NO DISSENTERS’ RIGHTS
 
Stockholders of our Company are not entitled to appraisal or dissenters’ rights or to receive an agreed or judicially appraised value for their shares under Delaware law or our Company’s Certificate of Incorporation or Bylaws.

One Bio, our Controlling Stockholder has consented to, ratified and approved the Transaction.  Our Board of Directors unanimously approved the Option Agreement effective as of April 14, 2010.
 
 
11

 

Holders of our Common Stock will not receive any payment or distribution with respect to their shares pursuant to the exercise of the Option, the conversion of the loans into equity of Elevated Throne or the acquisition by ONE Bio of all of the equity of Elevated Throne which represents substantially all our assets.
 
INTEREST OF CERTAIN PERSONS IN OR OPPOSITION TO MATTERS TO BE ACTED UPON

Except as disclosed elsewhere in this Information Statement and as disclosed below, none of the following persons has any substantial interest, direct or indirect, by security holdings or otherwise in any matter to be acted upon:

1.
any of our directors or officers, except for Min Zhao, our Chief Executive Officer and director who is also President of China Operations, a director and an 8% stockholder of ONE Bio and Sanyan Ou, our VP of Sales and Marketing, director and stockholder who is also a stockholder of ONE Bio and the wife of Min Zhao;
2.
any proposed nominee for election as a director; and
3.
any associate of any of the foregoing persons.

The stockholdings of our directors and officers are listed below in the section entitled “Security Ownership of Certain Beneficial Owners and Management.”

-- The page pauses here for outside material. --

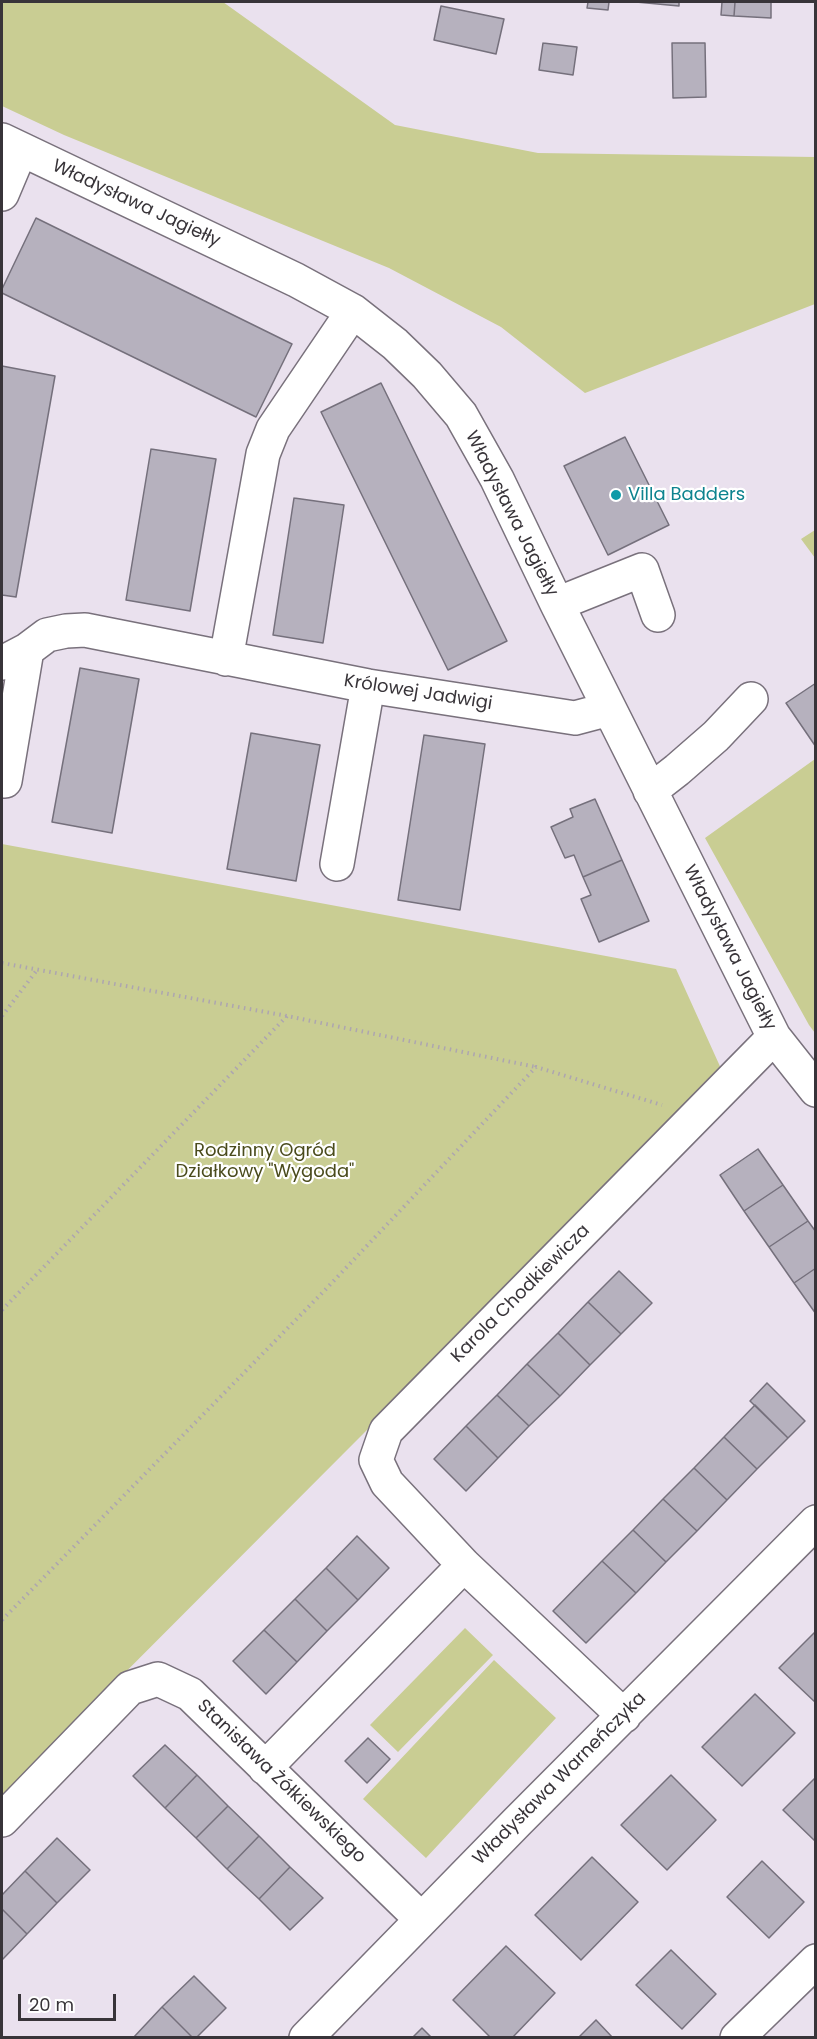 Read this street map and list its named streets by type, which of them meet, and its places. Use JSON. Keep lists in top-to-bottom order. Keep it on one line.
{"streets":{"street":["Władysława Jagiełły","Królowej Jadwigi","Karola Chodkiewicza","Władysława Warneńczyka","Stanisława Żółkiewskiego"]},"crossings":[["Władysława Jagiełły","Królowej Jadwigi"],["Władysława Jagiełły","Karola Chodkiewicza"],["Karola Chodkiewicza","Władysława Warneńczyka"],["Władysława Warneńczyka","Stanisława Żółkiewskiego"]],"parks":["Rodzinny Ogród Działkowy \"Wygoda\""],"places":["Villa Badders"],"scale_bar":"20 m"}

THE POSSIBLE SALE OR MERGER OF THE CORPORATE SHELL

As contemplated by the Option Agreement, as a result of the Transaction, One Bio would own all of the stock of Elevated Throne and we would become a shell company with virtually no assets and no business to operate.  Neither our Board of Directors nor ONE Bio has taken any action as would be required under Delaware law to dissolve our Company.  Notwithstanding the Transaction, we have a certain continuing obligations which entail accounting and legal expenses, including the obligation to file periodic reports with the SEC until such obligation is suspended or terminated.  At the present time, our Board of Directors and ONE Bio intend to have us continue to timely file all required reports with the SEC and to maintain our Company as a public company.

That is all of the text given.